Jean-Guillaume Olette-Pelletier

A French Egyptologist has uncovered ancient “propaganda” supporting Pharoah Ramesses II, who some have identified as the Pharoah in power during the time Moses demanded the release of the Israelites, as recorded in the book of Exodus. Jean-Guillaume Olette-Pelletier, an Egyptologist from Paris-Sorbonne University and Institut Catholique de Paris, spent his idle time during the COVID-19 pandemic walking around the streets of Paris, where he passed by the 3,000-year-old Luxor Obelisk. During his walks, he began to notice something strange about the ancient hieroglyphs that adorned the Obelisk and began writing them down. “I would walk up to it and read the hieroglyphs on its surfaces to relax. At one point, I realized something unusual: The hieroglyphs’ meaning indicated a direction, that of the entrance to the portico of the Temple of Luxor. But that was just the beginning,” he told Sciences et Avenir’s Marine Benoit. In 2021, he received permission to climb the 70-foot obelisk for a closer look.

What Olette-Pelletier found were seven cryptographies, or codes. “It was a message from Ramesses II to the nobility,” he told Fox News. “The nobility, able to read cryptographies, might be tempted by an overthrow of power since Ramesses II was not born of theogamy and therefore not divine by birth,” he said, noting that Ramesses was born before his father, Seti I became Pharoah, meaning he would not have been considered divine. The placing of the codes indicates the intended audience, according to Olette-Pelletier. “Given the angle of approach, the nobility would have seen the hidden message and reflected: ‘the king confirms himself as god incarnate, who cannot be dethroned. It was propaganda aimed at the very high intellectual elite,” he said in an email.

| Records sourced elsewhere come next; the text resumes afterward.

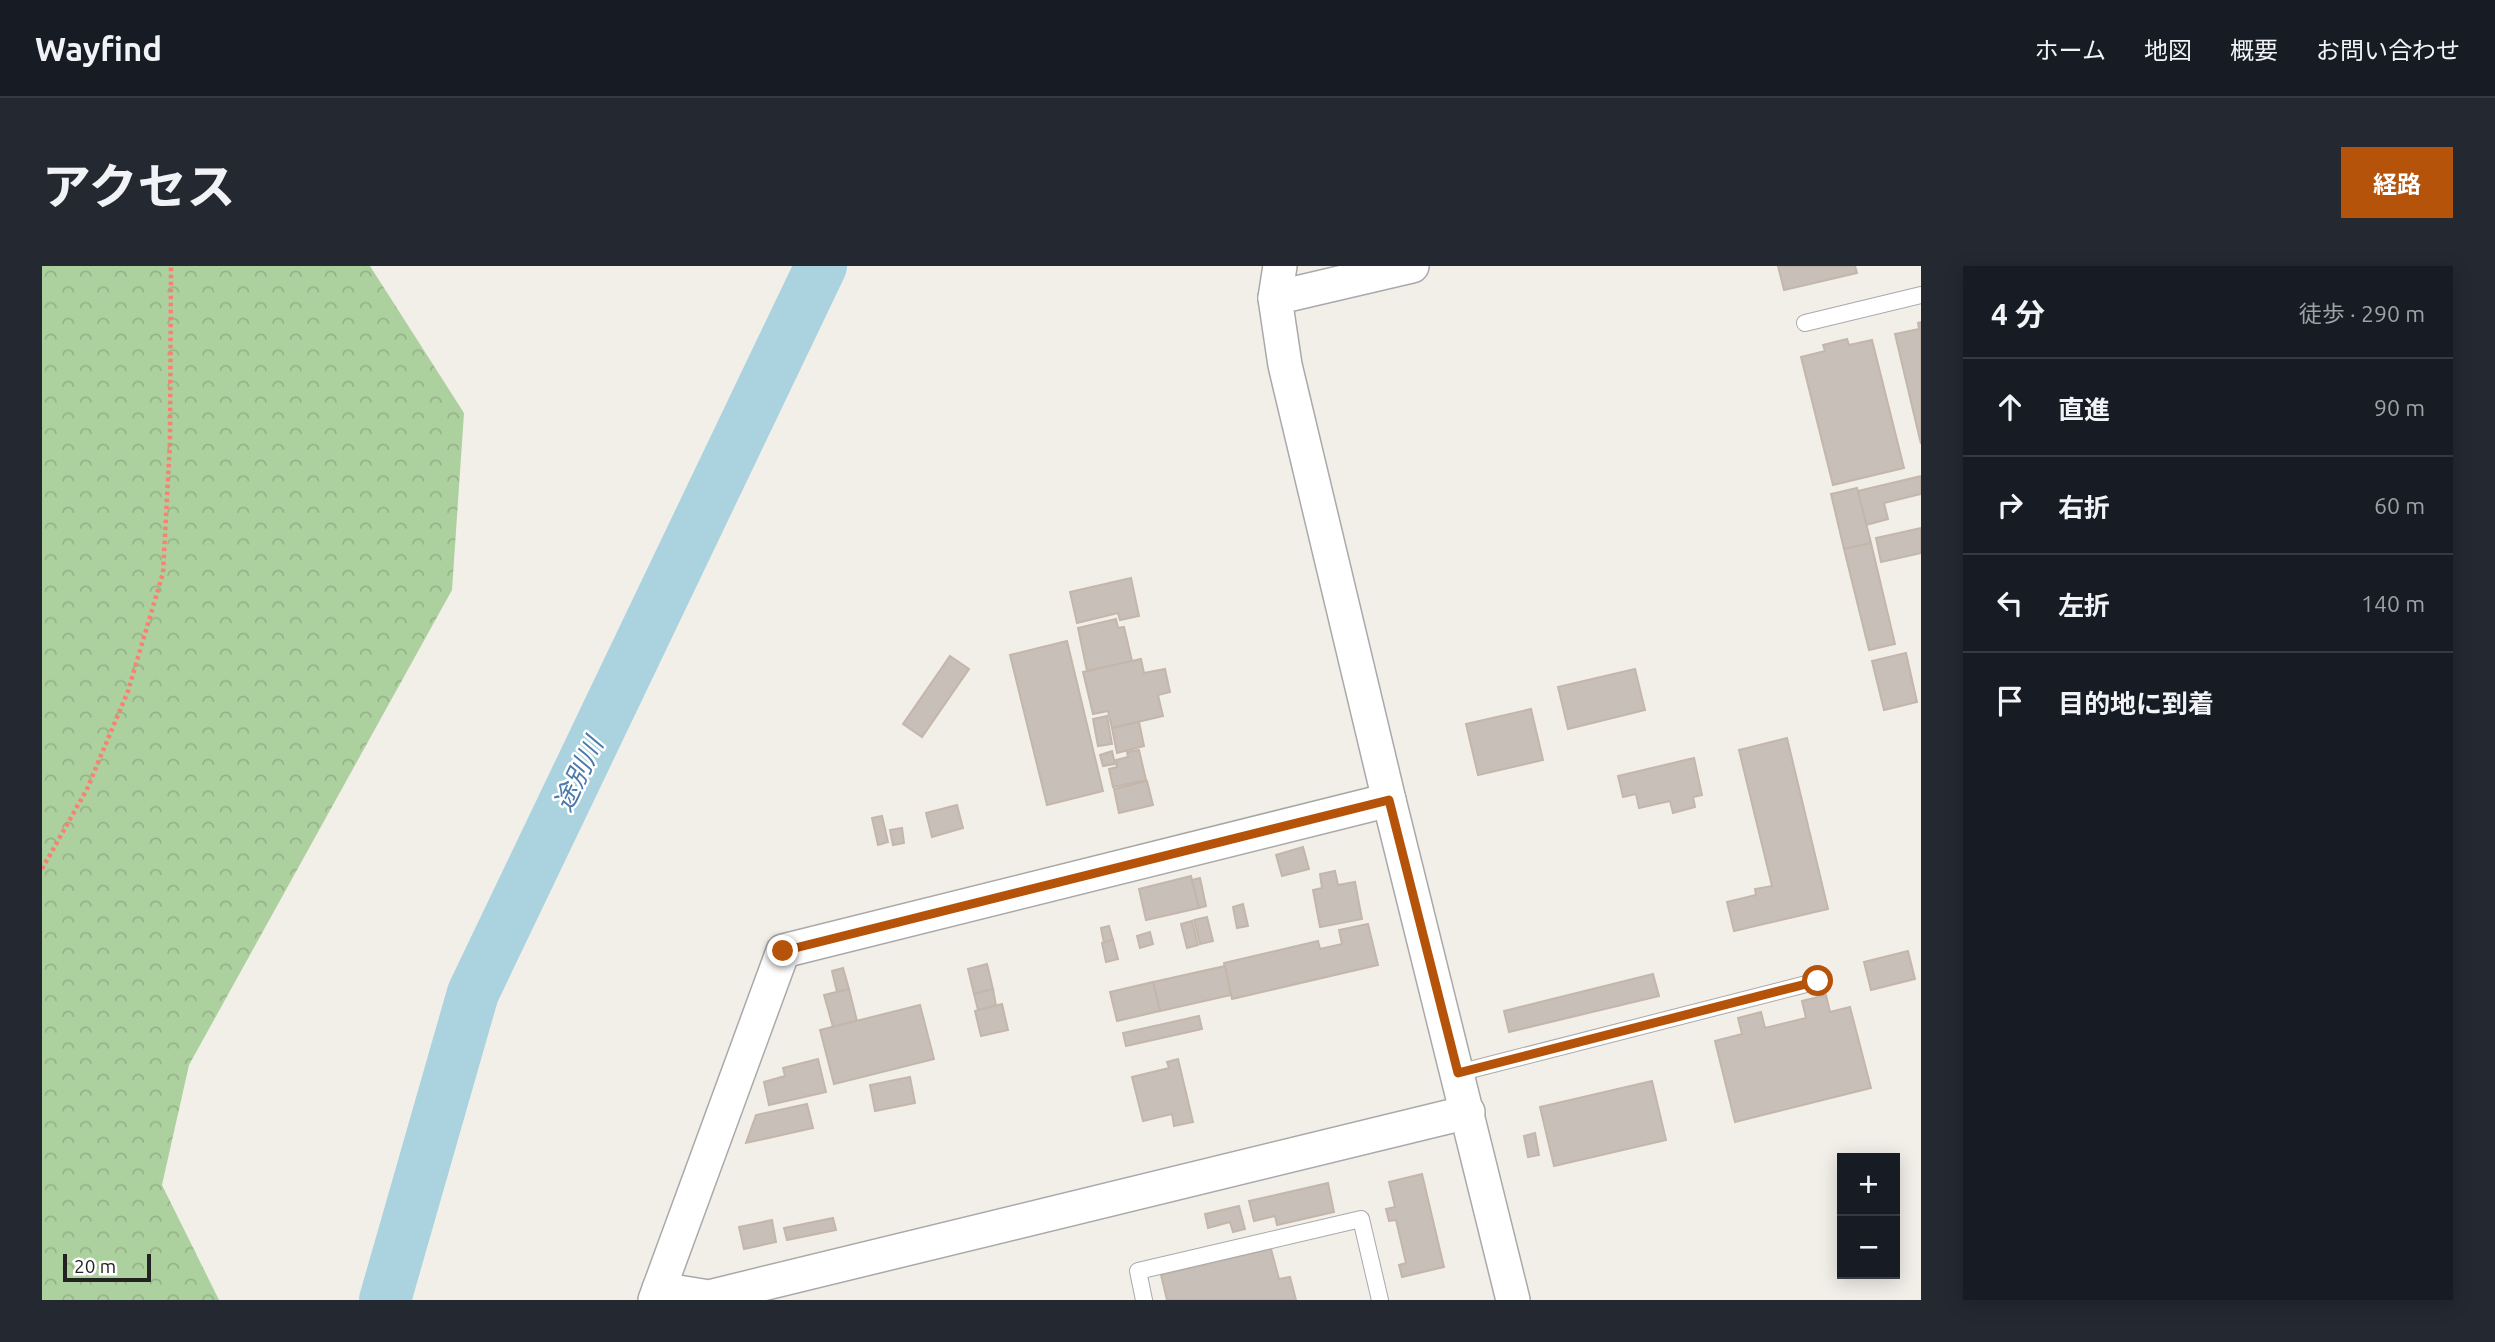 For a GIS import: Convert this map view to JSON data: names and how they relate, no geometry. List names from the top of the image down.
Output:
{
  "water": ["途別川"],
  "scale_bar": "20 m",
  "page": {
    "header": "Wayfind",
    "nav": [
      "ホーム",
      "地図",
      "概要",
      "お問い合わせ"
    ],
    "title": "アクセス",
    "buttons": "経路",
    "heading": ["4 分", "徒歩 · 290 m"],
    "list": [
      ["直進", "90 m"],
      ["右折", "60 m"],
      ["左折", "140 m"],
      "目的地に到着"
    ],
    "map_buttons": ["+", "−"],
    "scale": "20 m"
  }
} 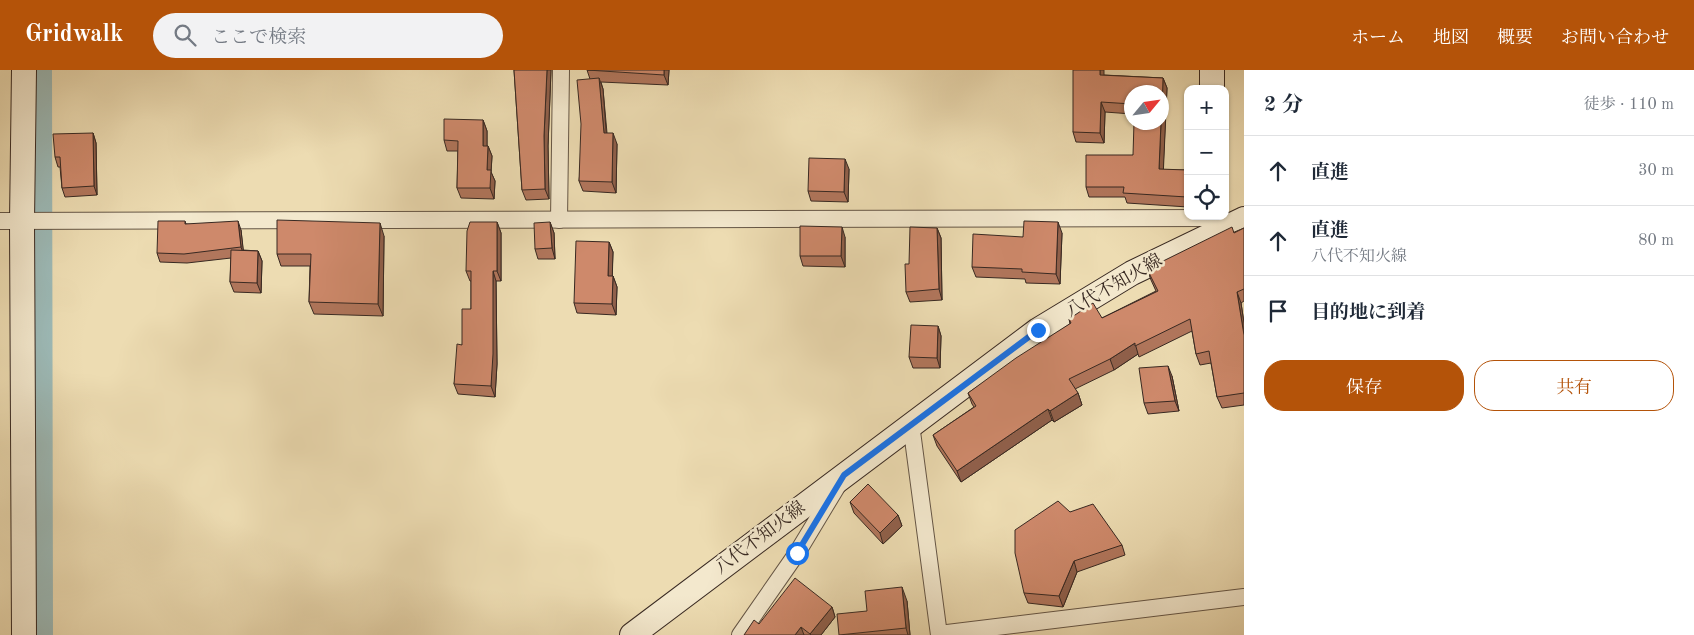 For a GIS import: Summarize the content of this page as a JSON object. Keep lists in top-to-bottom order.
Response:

Having taken power at the age of 25, considered late for a Pharoah, and having been born outside of divinity, Ramsses had to spend much of his reign establishing his right to rule. “[Ramesses II] spent the first two years of his reign emphasizing his divinity with his wife Nefertari by paying homage at Egypt’s great shrines, and by buying priests. In the process, he changed his name from Usermaatra to Usermaatra Setepenra, [which means] ‘chosen of Ra,’” said Olette-Pelletier. Ramesses’s use of codes also “underlined his divine knowledge.” Ollette-Pelletier said it was another example of the mysteries left for Egyptologists. “The use of hieroglyphic cryptography allows us to provide a new reading of pharaonic texts. It’s an example proving that Egyptology still holds a lot of things waiting to be discovered.”